**Work item:**
Please write out every line of the listing without alteration, but omit the images.

**Exercise materials:**
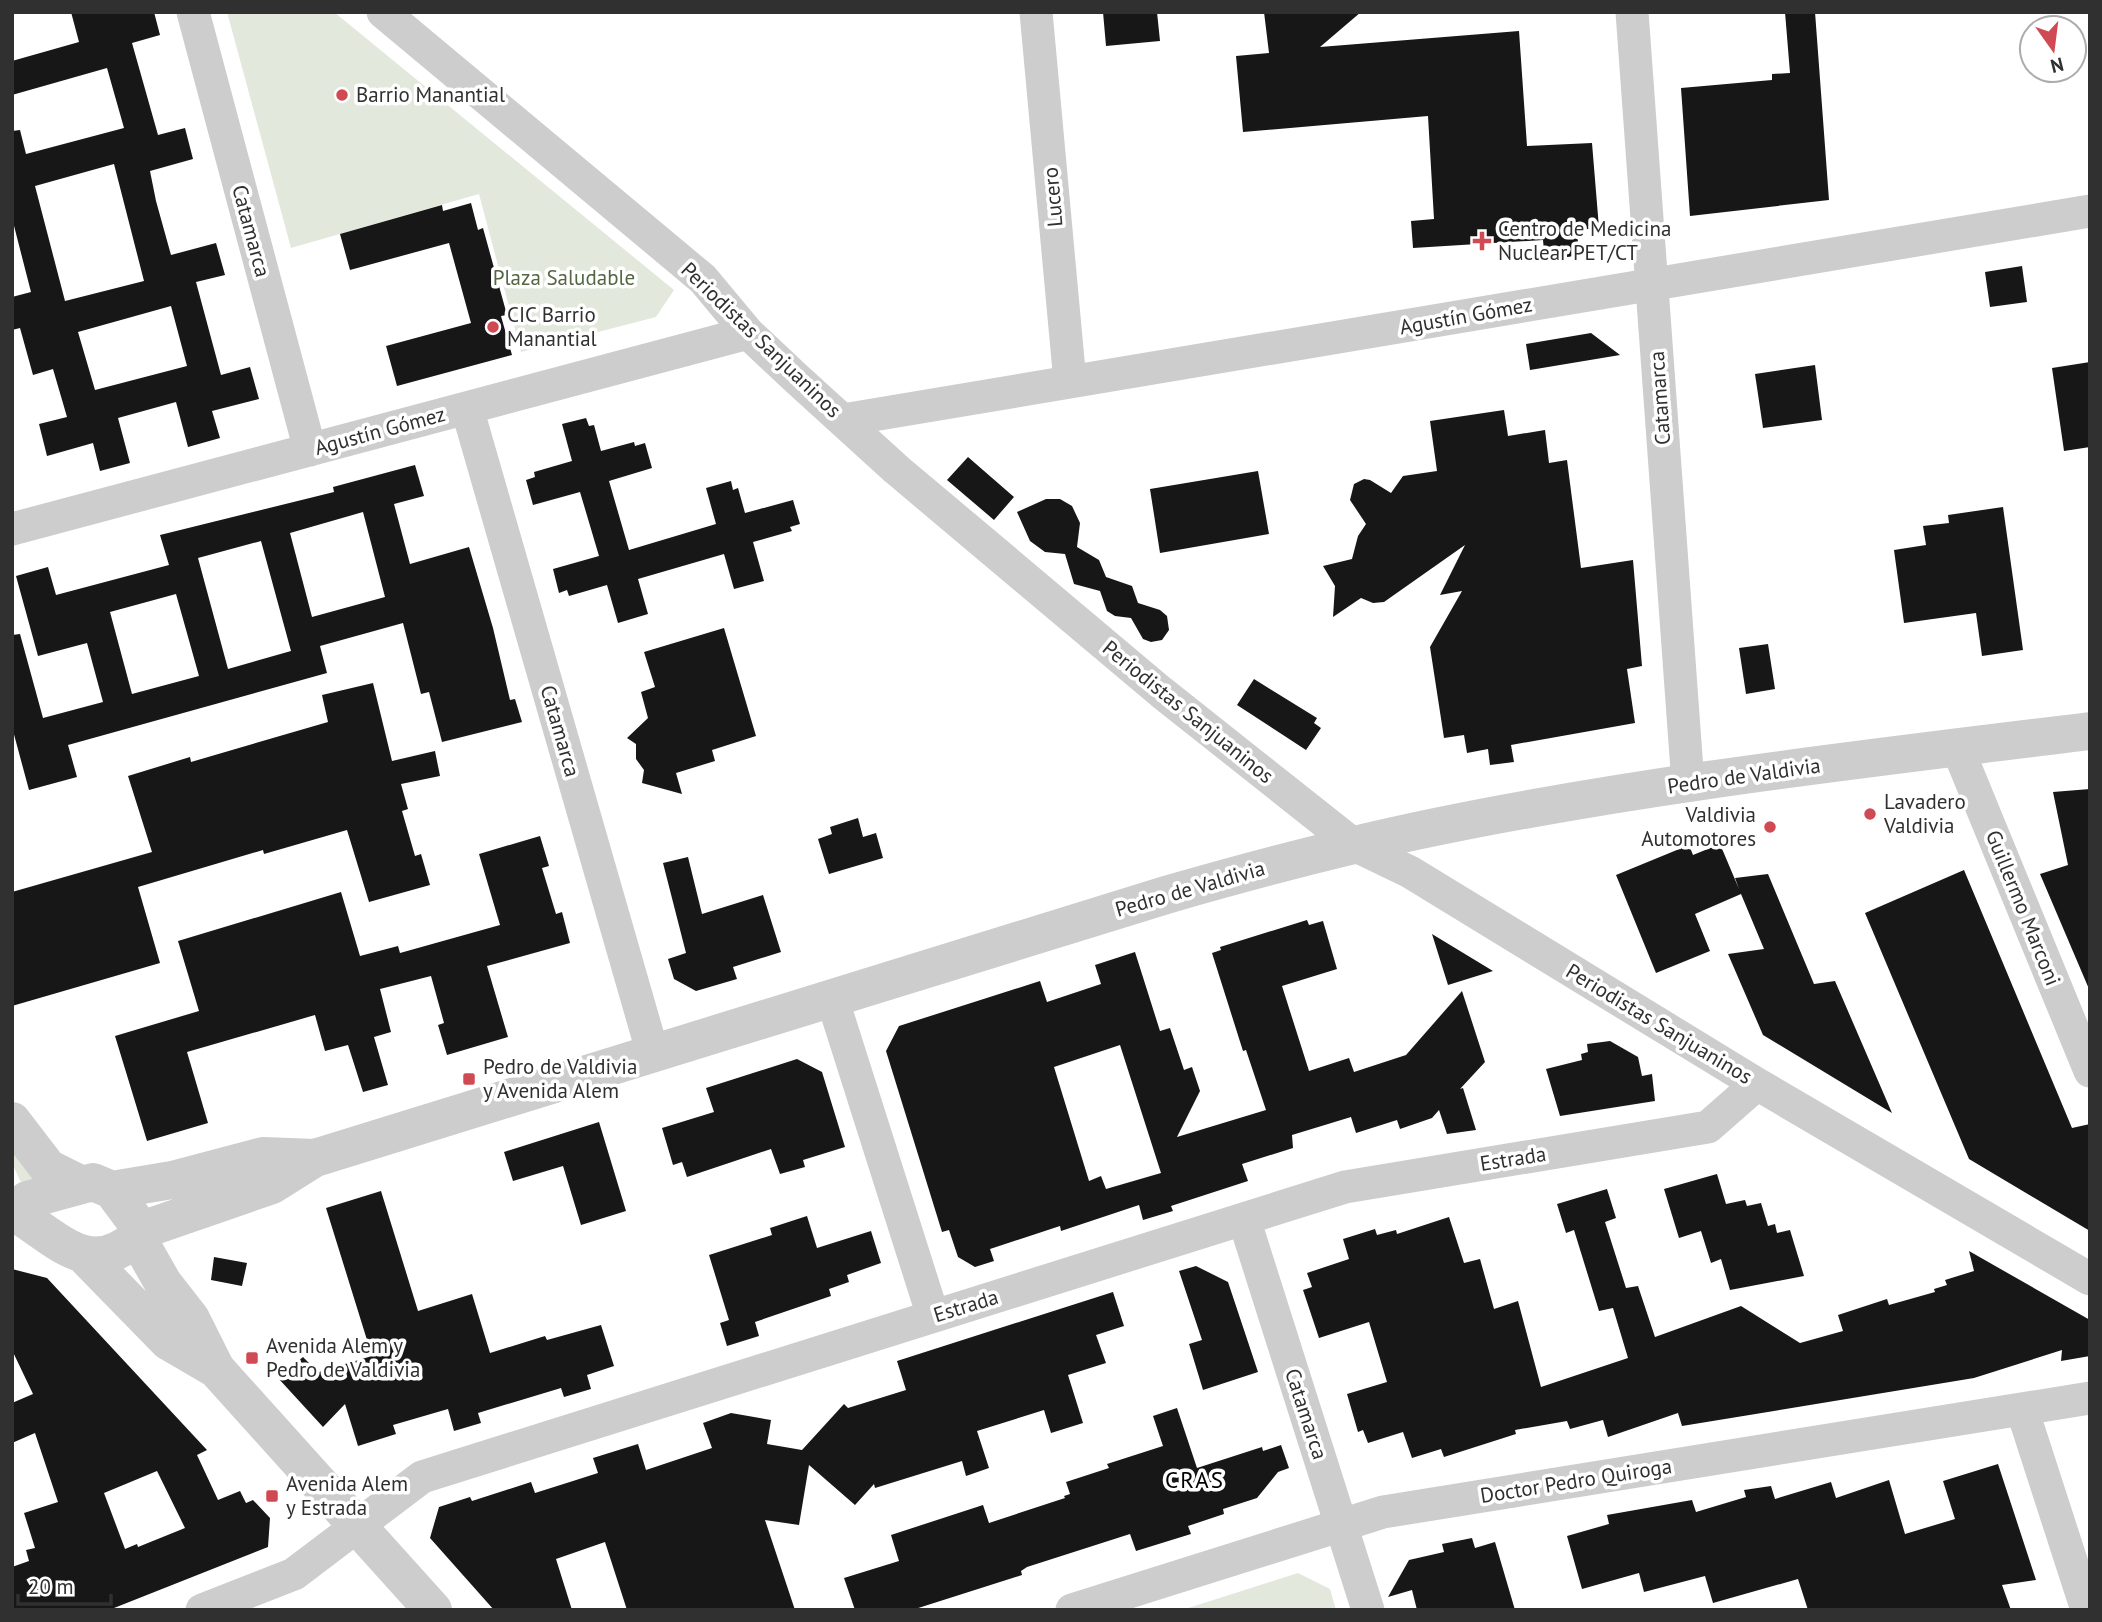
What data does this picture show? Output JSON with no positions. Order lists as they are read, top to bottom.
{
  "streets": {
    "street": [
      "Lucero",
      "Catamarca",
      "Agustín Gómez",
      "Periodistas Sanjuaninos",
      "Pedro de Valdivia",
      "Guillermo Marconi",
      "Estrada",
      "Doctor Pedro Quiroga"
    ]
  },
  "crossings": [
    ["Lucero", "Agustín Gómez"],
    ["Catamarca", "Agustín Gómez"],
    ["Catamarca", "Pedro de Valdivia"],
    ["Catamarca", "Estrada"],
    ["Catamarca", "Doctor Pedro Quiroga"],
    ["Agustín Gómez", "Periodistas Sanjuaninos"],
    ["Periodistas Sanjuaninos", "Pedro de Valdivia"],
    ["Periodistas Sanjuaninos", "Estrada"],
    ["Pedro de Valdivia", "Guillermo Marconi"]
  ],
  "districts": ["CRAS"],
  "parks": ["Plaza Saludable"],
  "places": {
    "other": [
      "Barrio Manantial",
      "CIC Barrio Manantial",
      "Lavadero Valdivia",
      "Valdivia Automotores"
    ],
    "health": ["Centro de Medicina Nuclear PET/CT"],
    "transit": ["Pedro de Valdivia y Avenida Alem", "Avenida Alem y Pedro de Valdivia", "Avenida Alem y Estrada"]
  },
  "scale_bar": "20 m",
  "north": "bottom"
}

**Answer for this exercise:**
What data does this picture show? Output JSON with no positions. Order lists as they are read, top to bottom.
{
  "streets": {
    "street": [
      "Lucero",
      "Catamarca",
      "Agustín Gómez",
      "Periodistas Sanjuaninos",
      "Pedro de Valdivia",
      "Guillermo Marconi",
      "Estrada",
      "Doctor Pedro Quiroga"
    ]
  },
  "crossings": [
    ["Lucero", "Agustín Gómez"],
    ["Catamarca", "Agustín Gómez"],
    ["Catamarca", "Pedro de Valdivia"],
    ["Catamarca", "Estrada"],
    ["Catamarca", "Doctor Pedro Quiroga"],
    ["Agustín Gómez", "Periodistas Sanjuaninos"],
    ["Periodistas Sanjuaninos", "Pedro de Valdivia"],
    ["Periodistas Sanjuaninos", "Estrada"],
    ["Pedro de Valdivia", "Guillermo Marconi"]
  ],
  "districts": ["CRAS"],
  "parks": ["Plaza Saludable"],
  "places": {
    "other": [
      "Barrio Manantial",
      "CIC Barrio Manantial",
      "Lavadero Valdivia",
      "Valdivia Automotores"
    ],
    "health": ["Centro de Medicina Nuclear PET/CT"],
    "transit": ["Pedro de Valdivia y Avenida Alem", "Avenida Alem y Pedro de Valdivia", "Avenida Alem y Estrada"]
  },
  "scale_bar": "20 m",
  "north": "bottom"
}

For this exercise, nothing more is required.